[Recorded data]:
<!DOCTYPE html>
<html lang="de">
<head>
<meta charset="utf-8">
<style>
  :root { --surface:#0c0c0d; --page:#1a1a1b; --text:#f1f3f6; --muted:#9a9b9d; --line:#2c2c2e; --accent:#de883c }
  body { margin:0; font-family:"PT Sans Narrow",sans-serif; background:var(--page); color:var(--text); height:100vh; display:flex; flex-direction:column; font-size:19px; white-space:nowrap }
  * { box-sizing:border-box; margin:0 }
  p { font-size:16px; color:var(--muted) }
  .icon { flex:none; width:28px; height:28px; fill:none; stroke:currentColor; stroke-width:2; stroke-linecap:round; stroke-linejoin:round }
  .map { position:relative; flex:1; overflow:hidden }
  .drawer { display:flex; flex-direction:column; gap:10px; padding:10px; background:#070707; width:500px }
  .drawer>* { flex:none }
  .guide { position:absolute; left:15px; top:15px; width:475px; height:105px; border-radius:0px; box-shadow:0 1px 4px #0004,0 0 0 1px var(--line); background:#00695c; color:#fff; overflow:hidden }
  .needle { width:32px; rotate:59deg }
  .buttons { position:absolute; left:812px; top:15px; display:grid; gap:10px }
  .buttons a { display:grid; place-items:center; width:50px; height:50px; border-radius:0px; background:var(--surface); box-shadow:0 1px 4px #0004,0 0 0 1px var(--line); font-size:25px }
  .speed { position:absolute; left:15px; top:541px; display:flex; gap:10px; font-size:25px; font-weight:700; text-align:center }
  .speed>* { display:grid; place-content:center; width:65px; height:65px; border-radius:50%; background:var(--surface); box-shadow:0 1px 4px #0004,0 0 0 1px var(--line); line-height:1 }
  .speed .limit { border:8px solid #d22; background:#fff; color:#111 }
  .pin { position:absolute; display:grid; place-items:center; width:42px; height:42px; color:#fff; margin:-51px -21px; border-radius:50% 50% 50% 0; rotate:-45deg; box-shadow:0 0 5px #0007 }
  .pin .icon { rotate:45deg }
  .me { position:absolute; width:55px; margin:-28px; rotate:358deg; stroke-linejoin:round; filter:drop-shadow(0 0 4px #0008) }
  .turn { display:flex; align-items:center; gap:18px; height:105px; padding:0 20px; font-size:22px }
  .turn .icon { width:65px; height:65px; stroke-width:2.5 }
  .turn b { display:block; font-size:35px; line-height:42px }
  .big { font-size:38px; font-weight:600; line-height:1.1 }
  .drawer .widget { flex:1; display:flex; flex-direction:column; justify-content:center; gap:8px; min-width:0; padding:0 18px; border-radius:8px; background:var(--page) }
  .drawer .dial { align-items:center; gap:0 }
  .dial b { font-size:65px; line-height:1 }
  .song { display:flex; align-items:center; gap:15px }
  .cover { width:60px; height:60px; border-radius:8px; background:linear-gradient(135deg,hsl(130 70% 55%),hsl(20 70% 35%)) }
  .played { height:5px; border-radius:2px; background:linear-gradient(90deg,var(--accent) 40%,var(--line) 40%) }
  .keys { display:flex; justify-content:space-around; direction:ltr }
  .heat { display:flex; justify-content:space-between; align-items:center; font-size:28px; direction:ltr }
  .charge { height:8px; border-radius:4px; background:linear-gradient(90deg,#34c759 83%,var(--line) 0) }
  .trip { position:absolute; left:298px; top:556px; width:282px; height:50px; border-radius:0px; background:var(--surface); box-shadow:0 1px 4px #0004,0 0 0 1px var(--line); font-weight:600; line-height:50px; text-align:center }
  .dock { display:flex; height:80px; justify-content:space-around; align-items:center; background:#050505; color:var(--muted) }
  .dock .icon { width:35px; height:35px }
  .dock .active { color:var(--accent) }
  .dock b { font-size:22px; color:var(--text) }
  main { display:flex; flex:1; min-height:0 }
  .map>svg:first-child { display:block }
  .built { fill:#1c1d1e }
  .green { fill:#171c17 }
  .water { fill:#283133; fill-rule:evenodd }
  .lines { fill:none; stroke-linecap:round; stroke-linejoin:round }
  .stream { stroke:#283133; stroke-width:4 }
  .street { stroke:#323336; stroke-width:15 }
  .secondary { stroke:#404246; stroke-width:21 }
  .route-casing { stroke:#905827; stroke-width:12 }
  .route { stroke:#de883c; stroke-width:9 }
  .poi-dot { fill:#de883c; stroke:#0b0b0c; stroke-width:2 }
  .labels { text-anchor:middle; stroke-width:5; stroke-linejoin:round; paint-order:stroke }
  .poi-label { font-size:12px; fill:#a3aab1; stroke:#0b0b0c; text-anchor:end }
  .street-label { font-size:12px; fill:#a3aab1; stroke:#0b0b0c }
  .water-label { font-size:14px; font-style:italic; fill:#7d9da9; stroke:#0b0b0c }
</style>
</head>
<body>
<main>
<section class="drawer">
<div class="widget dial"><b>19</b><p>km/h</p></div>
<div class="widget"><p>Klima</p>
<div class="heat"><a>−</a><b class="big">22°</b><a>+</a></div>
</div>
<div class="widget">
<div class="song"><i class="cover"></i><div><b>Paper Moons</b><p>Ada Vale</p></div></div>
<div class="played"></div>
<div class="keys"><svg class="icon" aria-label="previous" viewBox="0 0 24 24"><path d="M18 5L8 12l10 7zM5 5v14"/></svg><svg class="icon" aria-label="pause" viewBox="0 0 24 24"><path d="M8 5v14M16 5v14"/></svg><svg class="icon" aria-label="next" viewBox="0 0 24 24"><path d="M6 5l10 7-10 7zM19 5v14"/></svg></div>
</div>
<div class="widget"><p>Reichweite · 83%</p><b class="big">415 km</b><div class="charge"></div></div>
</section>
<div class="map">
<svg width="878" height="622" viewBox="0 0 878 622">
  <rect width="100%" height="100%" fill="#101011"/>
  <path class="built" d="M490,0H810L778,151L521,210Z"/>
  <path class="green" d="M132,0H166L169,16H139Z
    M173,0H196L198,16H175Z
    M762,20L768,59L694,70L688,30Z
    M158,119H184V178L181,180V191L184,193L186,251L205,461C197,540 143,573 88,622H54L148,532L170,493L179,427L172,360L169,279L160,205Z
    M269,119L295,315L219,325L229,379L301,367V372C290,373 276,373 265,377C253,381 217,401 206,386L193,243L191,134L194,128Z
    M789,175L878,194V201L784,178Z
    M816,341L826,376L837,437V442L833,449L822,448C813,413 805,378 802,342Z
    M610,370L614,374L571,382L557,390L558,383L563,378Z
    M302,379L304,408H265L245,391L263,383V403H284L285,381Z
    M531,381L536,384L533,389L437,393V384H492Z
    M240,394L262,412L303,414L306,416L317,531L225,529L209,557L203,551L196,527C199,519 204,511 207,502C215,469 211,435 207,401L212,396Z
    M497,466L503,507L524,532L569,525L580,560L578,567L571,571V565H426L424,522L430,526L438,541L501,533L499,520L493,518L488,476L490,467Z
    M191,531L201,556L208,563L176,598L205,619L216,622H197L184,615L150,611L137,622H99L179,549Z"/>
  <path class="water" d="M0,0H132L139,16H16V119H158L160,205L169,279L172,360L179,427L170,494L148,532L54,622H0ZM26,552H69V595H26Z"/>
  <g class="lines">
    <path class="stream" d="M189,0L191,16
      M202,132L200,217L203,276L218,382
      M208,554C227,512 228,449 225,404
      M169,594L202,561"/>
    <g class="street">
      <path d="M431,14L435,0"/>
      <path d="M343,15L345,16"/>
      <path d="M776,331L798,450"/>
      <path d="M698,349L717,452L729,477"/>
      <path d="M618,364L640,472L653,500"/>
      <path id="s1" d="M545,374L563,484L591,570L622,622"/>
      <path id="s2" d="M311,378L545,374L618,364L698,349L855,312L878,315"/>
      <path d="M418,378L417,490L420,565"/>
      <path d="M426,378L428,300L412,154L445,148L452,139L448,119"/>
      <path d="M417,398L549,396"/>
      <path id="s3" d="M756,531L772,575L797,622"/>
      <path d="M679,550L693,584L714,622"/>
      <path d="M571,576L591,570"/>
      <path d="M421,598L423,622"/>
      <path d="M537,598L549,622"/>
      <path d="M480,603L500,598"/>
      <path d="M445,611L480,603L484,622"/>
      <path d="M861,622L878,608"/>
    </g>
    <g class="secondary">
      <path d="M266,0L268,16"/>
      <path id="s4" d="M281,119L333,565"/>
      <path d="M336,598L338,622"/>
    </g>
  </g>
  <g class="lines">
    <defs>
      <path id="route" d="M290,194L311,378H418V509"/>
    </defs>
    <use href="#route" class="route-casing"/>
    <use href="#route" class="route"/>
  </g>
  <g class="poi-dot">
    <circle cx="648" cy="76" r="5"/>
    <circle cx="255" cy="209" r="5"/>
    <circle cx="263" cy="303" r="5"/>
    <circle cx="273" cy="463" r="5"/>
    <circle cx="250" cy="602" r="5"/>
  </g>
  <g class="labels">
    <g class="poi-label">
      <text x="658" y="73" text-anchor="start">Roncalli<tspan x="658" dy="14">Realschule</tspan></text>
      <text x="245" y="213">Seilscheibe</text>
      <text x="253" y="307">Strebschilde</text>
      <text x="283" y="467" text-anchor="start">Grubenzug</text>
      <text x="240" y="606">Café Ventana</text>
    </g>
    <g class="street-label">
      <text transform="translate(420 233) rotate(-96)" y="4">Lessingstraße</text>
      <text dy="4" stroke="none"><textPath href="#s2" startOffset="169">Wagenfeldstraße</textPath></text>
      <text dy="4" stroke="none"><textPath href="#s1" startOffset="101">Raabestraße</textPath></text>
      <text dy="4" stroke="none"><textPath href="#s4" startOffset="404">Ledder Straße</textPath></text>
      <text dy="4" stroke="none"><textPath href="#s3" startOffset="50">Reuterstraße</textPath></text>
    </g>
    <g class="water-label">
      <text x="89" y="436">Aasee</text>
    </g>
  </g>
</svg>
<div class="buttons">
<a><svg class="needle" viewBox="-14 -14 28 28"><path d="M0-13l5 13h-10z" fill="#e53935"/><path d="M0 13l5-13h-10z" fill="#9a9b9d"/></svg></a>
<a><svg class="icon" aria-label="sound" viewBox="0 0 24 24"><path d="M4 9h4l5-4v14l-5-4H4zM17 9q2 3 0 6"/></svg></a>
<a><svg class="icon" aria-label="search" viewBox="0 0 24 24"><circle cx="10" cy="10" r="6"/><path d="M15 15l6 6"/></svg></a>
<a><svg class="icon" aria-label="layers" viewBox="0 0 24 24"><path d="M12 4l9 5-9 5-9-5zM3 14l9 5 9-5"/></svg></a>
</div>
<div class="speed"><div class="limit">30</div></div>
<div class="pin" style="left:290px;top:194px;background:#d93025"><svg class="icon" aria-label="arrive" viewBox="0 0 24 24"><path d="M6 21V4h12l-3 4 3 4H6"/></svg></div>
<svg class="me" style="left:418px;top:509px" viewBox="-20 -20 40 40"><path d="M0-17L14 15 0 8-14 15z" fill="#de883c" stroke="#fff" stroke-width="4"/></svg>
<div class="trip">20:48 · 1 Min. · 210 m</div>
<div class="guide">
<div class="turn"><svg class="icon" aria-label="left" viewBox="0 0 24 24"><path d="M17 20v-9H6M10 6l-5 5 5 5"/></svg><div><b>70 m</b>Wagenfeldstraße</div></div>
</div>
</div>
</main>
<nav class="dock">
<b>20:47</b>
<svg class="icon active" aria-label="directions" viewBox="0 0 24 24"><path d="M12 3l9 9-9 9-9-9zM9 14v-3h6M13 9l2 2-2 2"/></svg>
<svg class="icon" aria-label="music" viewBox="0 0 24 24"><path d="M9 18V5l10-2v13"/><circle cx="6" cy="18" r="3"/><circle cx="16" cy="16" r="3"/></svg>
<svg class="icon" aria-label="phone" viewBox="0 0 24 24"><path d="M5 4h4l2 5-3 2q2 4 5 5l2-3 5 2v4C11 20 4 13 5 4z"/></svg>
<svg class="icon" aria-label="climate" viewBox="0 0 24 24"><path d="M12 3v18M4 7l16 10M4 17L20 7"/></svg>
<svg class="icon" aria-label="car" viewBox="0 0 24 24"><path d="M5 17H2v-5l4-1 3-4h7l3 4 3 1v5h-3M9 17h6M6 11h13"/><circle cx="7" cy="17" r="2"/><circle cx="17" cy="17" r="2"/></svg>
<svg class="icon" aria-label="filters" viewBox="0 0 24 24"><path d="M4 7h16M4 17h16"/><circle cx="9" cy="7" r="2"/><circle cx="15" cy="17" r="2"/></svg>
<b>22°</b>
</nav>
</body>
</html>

[REQUIRED WORK]: Taking the entries above, write out exactly each line from the one holding "position:absolute; width:55px; margin:-28px;" to the one holding "display:block; font-size:35px; line-height:42px", both included, and stop there.

[RESPONSE AREA]:
  .me { position:absolute; width:55px; margin:-28px; rotate:358deg; stroke-linejoin:round; filter:drop-shadow(0 0 4px #0008) }
  .turn { display:flex; align-items:center; gap:18px; height:105px; padding:0 20px; font-size:22px }
  .turn .icon { width:65px; height:65px; stroke-width:2.5 }
  .turn b { display:block; font-size:35px; line-height:42px }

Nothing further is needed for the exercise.